Explaining Light Bulb Wattage

In recent years, light bulbs have become more efficient, sustainable, and affordable. LED lights, once almost prohibitively expensive, have become more affordable. They’re still more expensive upfront than other lighting technologies, but they last much longer than fluorescent or incandescent bulbs, while using less energy, which lowers utility costs as well as the cost of frequent replacement.


What are Watts?

As with all changes in technology, the move towards energy-efficient lighting has confused many consumers. One source of confusion is the change from measuring brightness in watts to measuring it in lumens.
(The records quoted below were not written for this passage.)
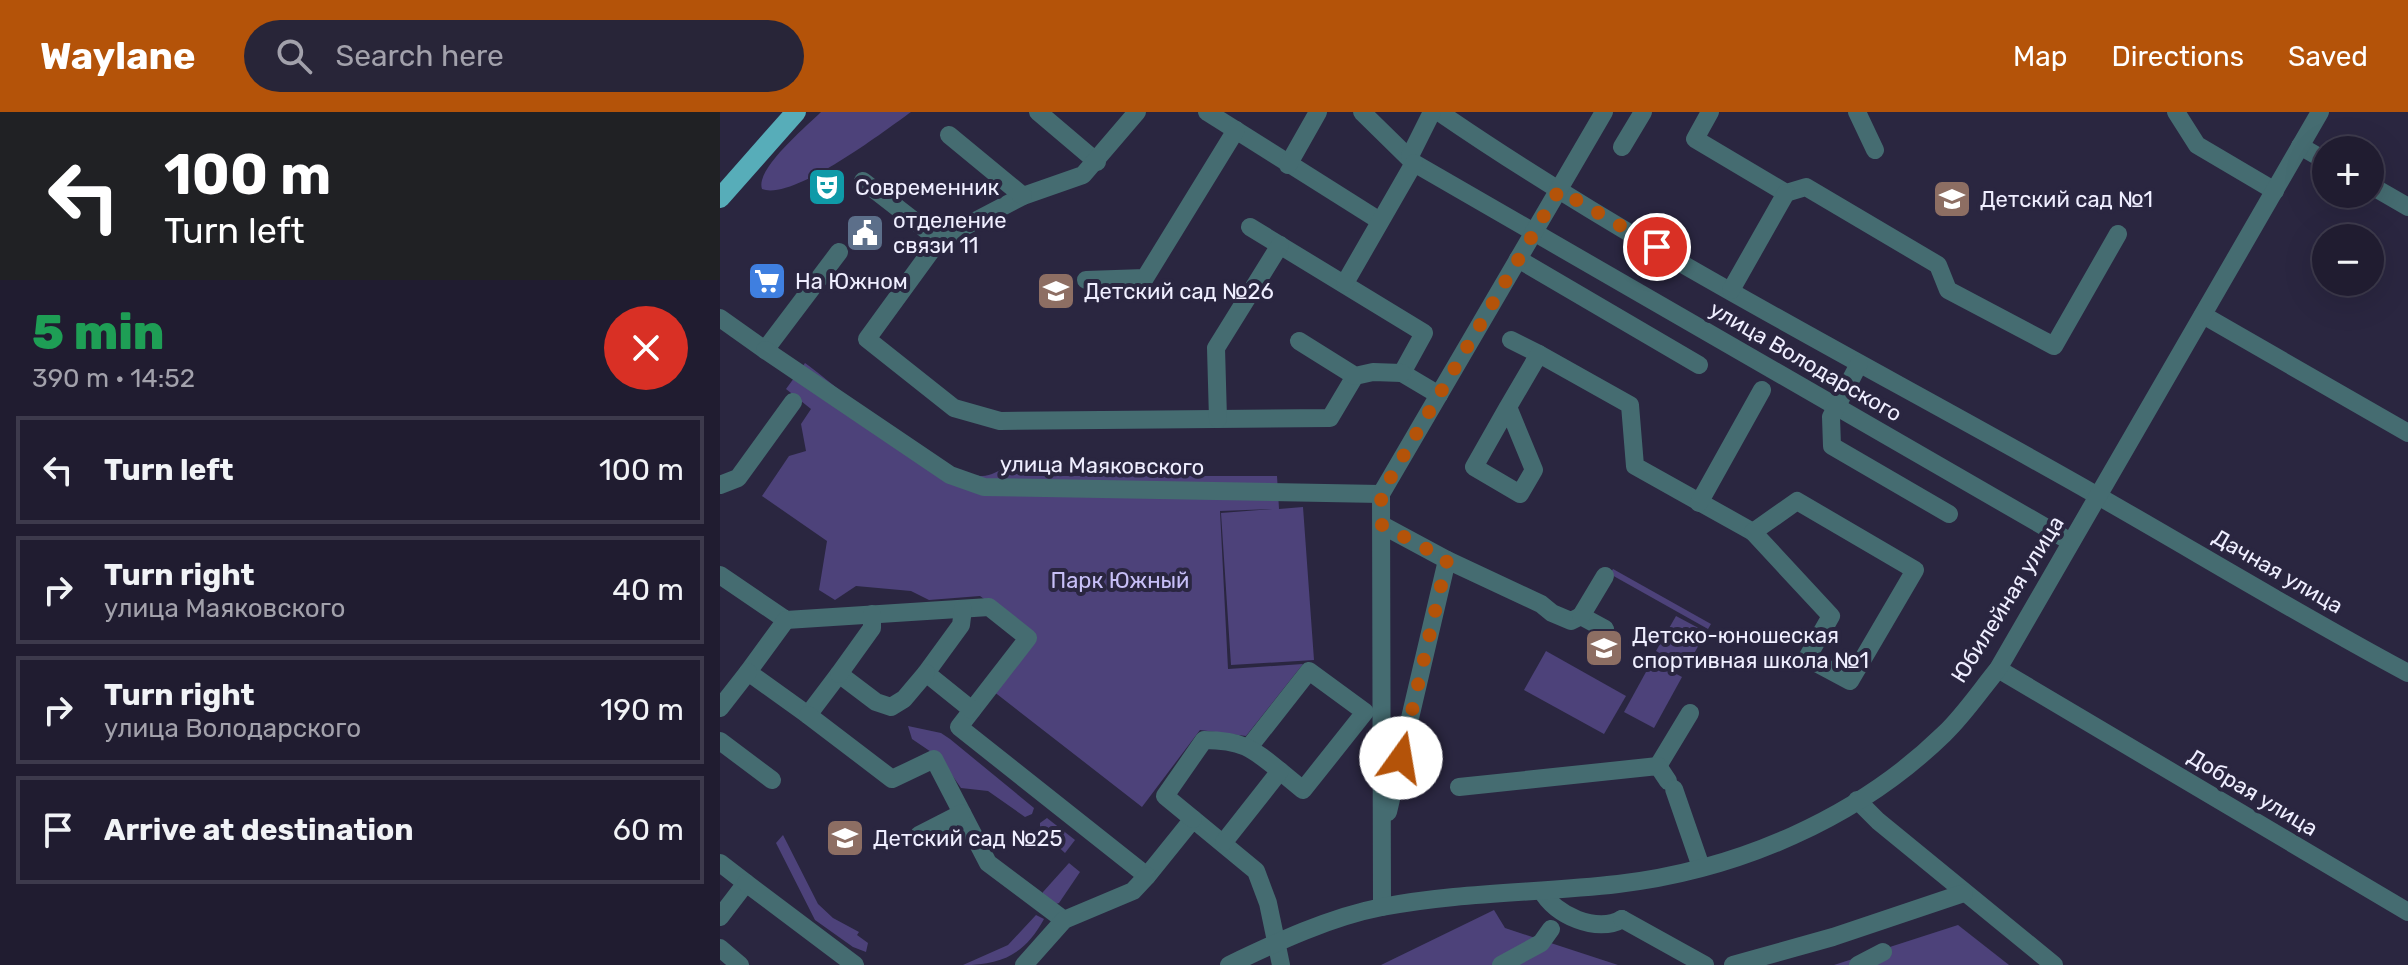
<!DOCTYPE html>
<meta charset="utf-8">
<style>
:root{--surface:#201c30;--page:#282538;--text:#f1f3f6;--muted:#a2a1ab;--line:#3d3a4c;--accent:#b45309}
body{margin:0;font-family:Rubik,sans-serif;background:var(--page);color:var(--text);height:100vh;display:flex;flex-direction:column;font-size:30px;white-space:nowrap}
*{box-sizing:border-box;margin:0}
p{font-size:26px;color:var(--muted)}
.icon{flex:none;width:44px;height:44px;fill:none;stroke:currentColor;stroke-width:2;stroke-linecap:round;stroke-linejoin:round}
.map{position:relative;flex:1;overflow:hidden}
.side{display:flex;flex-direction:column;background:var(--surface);width:720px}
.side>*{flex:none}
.top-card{background:#202124;color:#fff;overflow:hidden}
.fabs{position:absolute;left:1592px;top:24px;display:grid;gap:16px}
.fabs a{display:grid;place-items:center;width:72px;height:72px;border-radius:50%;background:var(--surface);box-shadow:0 8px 32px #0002,0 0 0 2px var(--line);font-size:40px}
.pin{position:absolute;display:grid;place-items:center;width:68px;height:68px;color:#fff;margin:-34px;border:4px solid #fff;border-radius:50%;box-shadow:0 2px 8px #0007}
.me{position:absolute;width:88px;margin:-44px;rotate:13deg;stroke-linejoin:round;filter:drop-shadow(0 0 6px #0008)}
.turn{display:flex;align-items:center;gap:28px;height:168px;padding:0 32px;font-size:36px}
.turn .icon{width:104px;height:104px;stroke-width:2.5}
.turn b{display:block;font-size:56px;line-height:68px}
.round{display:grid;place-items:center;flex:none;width:84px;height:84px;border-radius:42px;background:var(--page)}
.headline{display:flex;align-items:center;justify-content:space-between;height:136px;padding:0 32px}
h1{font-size:48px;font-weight:800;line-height:60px;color:#1e9e55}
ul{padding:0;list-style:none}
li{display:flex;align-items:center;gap:24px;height:108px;margin:0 16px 12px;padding:0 16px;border:4px solid var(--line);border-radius:0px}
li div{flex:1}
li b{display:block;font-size:30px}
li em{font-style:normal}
header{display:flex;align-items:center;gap:48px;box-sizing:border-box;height:112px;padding:0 40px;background:var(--accent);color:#fff}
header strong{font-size:38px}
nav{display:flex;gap:44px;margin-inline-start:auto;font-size:28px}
.search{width:560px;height:72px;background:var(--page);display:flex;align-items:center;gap:20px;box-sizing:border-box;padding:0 28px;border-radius:44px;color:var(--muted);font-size:30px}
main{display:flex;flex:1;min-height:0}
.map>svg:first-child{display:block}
</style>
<header>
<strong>Waylane</strong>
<div class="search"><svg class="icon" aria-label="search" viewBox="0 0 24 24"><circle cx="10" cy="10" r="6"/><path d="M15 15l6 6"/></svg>Search here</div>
<nav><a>Map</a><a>Directions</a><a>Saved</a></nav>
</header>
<main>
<section class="side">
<div class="top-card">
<div class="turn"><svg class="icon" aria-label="left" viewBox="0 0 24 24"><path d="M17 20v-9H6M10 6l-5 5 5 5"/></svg><div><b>100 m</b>Turn left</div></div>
</div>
<div class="headline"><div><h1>5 min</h1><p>390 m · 14:52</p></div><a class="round" style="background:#d93025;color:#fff"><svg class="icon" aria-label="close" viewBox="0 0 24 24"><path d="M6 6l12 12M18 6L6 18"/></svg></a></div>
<ul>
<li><svg class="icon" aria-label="left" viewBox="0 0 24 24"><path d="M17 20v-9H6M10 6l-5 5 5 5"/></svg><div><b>Turn left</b></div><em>100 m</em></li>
<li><svg class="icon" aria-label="right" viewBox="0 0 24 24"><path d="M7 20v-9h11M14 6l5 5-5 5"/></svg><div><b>Turn right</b><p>улица Маяковского</p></div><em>40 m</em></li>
<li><svg class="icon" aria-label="right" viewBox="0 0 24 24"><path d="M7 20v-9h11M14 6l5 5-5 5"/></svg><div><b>Turn right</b><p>улица Володарского</p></div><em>190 m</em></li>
<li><svg class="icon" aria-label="arrive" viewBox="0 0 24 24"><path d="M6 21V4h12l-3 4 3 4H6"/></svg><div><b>Arrive at destination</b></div><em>60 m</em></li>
</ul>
</section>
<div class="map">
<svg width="1688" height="853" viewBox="0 0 1688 853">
<rect width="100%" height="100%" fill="#2a2640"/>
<!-- green -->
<g fill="#4d427a">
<path d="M101,0H191C163,20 73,89 42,77C35,57 86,15 101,0Z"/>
<path d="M85,251C127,282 211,359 260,364C270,365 279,358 288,355L305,364H557L559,397L583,395L594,548L511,553L501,401L552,397L500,399L508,557L583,552L526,624L480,618L422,695L273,579L315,524L260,484L209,488L191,479L136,474L115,488L99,478L107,429L42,384L69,344L86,339L81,312L91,297L66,277Z"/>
<polygon points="893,457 991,512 988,517 890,462"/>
<polygon points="956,504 986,520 966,556 936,539"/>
<polygon points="826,539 906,584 884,622 804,578"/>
<polygon points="932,549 962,565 934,616 904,600"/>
<polygon points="188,614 221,621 230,627 314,696 312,702 305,705 268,679 241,676 220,646 192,627"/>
<polygon points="327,706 355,728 345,741 320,718 320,711"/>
<polygon points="63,723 98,792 113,806 139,820 137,823 148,831 146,840 133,835 95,808 56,731"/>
<polygon points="349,751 360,760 339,791 333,793 322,785 323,780"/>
<polygon points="774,798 785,816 898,853 661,853"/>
<path d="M316,803L324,807C305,842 282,853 243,853L288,833Z"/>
<polygon points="1238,813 1289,853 1114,853"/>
</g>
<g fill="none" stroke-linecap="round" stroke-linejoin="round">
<!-- minor -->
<g stroke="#456c71" stroke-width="18">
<polyline points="318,0 377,50"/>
<polyline points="417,0 363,63 303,84 219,128 147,227 234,296 280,309 610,306 635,264"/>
<polyline points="487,0 660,109"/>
<polyline points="642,0 694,51 1351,430"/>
<path d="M719,0C917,136 1132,245 1341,363C1457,428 1570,498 1688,561"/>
<polyline points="990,0 975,27 1066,81 1086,75 1218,153 1228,178 1334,234 1398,122"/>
<polyline points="1137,0 1155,38"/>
<polyline points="1456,0 1477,33 1555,79"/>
<polyline points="229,23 303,84"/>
<polyline points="1580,34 1606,49"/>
<polyline points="902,35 923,0"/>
<polyline points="690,44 712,0"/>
<polyline points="568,53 598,0"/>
<polyline points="143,69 219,128"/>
<polyline points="1650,73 1688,95"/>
<polyline points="530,115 704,221 682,261 719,283"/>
<polyline points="798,147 979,253"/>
<polyline points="366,168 425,166 516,18"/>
<polyline points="625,171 694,51"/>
<polyline points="1011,178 1066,81"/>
<polyline points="1483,203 1688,321"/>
<polyline points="0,206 45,238 119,140"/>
<polyline points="791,228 819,242"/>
<polyline points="579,229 635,264 653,260 682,261"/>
<polyline points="45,238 230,363 264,375 661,382"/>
<polyline points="1139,252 1111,305 1112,334 1229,402"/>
<polyline points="788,295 754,355 800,382 814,358 788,295 819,242 910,293 915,354 1033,420"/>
<polyline points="498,307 496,236 560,133"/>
<polyline points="0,373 18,366 73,290"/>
<polygon points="1077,389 1195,458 1130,569 1087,546 1111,504 1033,420"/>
<polyline points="979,391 1042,278"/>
<polyline points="662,413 727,448 668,700"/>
<polyline points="727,448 821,492 832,501 851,509 861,504 885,517"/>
<polyline points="0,463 66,508 269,495 308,526 239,615 427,764 473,707 536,759 548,791 561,853"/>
<polyline points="243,497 241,513 206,561 252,598"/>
<polyline points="861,504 885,464"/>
<polyline points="66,508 28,560 88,603 119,562 156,590 171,595 184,587 206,561"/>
<polyline points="1278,557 1688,800"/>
<polyline points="119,562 152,516 152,502"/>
<polyline points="0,596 28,560"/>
<polyline points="88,603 172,667 214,647 268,751 344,808"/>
<polyline points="0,629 52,668"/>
<polyline points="530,634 589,559 645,600 583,678 560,659"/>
<polyline points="938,654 970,601"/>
<polyline points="739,675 938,654 948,669"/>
<polyline points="954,677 981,755"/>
<polyline points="1137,688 1158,709 1334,853"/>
<path d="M473,707L445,684L484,628C522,628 532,636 560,659L504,730"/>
<polyline points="199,723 242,701"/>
<polyline points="0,751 26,771 0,805"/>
<polyline points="26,771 135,853"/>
<path d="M822,779C834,803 878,822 902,807"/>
<polyline points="662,795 661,382 884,0"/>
<polyline points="902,807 985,853"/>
<polyline points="0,836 20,853"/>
<polyline points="304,853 344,808 413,779 427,764"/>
<path d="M509,853C557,830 610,805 662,795C739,780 820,781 898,772C1017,758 1137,707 1224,622C1244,603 1260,579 1278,557L1600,0"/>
<polyline points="781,853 821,831 831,817"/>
<polyline points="1013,853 1113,825 1244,781"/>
<polyline points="1138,853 1163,840"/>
</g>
<!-- major -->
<polyline stroke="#57adb9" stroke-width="20" points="0,86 76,0"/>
</g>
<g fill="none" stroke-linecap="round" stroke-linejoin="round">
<!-- route -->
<polyline stroke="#b45309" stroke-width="14" stroke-dasharray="0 25.2" points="681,646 727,448 662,413 661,382 839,78 937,135"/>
</g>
<!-- icons -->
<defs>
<g id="theatre-square" transform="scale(2)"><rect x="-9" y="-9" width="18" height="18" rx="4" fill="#0f9aa8" stroke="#2a2640"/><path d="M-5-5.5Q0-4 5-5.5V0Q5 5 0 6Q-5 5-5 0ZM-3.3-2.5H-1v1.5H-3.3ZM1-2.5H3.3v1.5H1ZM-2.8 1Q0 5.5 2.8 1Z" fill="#fff"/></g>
<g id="school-square" transform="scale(2)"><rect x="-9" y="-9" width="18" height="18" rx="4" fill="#8d6e63" stroke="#2a2640"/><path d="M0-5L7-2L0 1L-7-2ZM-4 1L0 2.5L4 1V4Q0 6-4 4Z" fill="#fff"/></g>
<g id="civic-square" transform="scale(2)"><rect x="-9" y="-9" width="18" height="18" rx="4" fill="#5c6f8a" stroke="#2a2640"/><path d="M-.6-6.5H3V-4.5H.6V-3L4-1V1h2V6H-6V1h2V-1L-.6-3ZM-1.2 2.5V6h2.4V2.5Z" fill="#fff"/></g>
<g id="supermarket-square" transform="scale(2)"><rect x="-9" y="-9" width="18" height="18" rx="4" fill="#3f7fe0" stroke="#2a2640"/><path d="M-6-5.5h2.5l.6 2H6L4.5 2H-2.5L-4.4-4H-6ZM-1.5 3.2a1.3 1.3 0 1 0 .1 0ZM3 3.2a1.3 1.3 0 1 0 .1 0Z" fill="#fff"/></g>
</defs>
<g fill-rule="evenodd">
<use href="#theatre-square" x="107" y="75"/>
<use href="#school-square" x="1232" y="87"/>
<use href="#civic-square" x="145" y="121"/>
<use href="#supermarket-square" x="47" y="169"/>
<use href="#school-square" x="336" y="179"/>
<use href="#school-square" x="884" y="536"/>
<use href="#school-square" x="125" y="726"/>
</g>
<g text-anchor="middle" stroke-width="8" stroke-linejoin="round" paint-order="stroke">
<!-- poi labels -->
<g font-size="22" fill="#efeeff" stroke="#2a2640" text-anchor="start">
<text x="135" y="83">Современник</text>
<text x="1260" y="95">Детский сад №1</text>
<text x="173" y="116">отделение<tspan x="173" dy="25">связи 11</tspan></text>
<text x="75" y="177">На Южном</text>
<text x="364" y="187">Детский сад №26</text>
<text x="912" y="531">Детско-юношеская<tspan x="912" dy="25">спортивная школа №1</tspan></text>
<text x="153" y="734">Детский сад №25</text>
</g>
<!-- street labels -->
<g font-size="22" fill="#efeeff" stroke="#2a2640">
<text transform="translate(1086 249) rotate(30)" y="8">улица Володарского</text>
<text transform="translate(382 353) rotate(1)" y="8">улица Маяковского</text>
<text transform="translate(1558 459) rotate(30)" y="8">Дачная улица</text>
<text transform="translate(1287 487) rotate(-58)" y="8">Юбилейная улица</text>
<text transform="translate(1533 680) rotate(31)" y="8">Добрая улица</text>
</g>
<!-- park labels -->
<g font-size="22" fill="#c7bff7" stroke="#2a2640">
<text x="400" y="476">Парк Южный</text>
</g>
</g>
</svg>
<div class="fabs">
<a>+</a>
<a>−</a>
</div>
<div class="pin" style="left:937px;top:135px;background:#d93025"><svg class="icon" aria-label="arrive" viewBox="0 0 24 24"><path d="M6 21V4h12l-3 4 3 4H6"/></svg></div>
<svg class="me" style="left:681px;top:646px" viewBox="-20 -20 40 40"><circle r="19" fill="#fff"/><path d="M0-13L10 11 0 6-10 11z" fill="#b45309"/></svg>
</div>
</main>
Wattage refers to the energy the light bulb consumes, lumens to the brightness it puts out, which is what you care about when you’re lighting your house. When incandescent light bulbs were the only option, “100 watts” was sufficient to indicate a pretty bright bulb. But with the advent of CFLs and LEDs, wattage has become irrelevant from a light standpoint; all that matters are the lumens.


Watts vs. Lumens

A high lumen rating is generally around 1600. A standard incandescent bulb would need about 100 watts to achieve this. With a halogen bulb, about 70 watts, and with an LED, 20 watts or less. A 100-watt LED bulb would be overwhelmingly bright, if not blinding. Again, LED bulbs have a high upfront cost, but the low wattage means you’re getting a longer-lasting and more efficient light source.


Knowledge is Power

Put simply, wattage just isn’t a good way to measure brightness. You don’t have to use a lot of energy to light your house anymore, so energy use isn’t a good indicator that you’ve found the right light bulb. With older types of light bulb, you’re spending a lot of energy, but you’re getting heat and not a lot of light in return.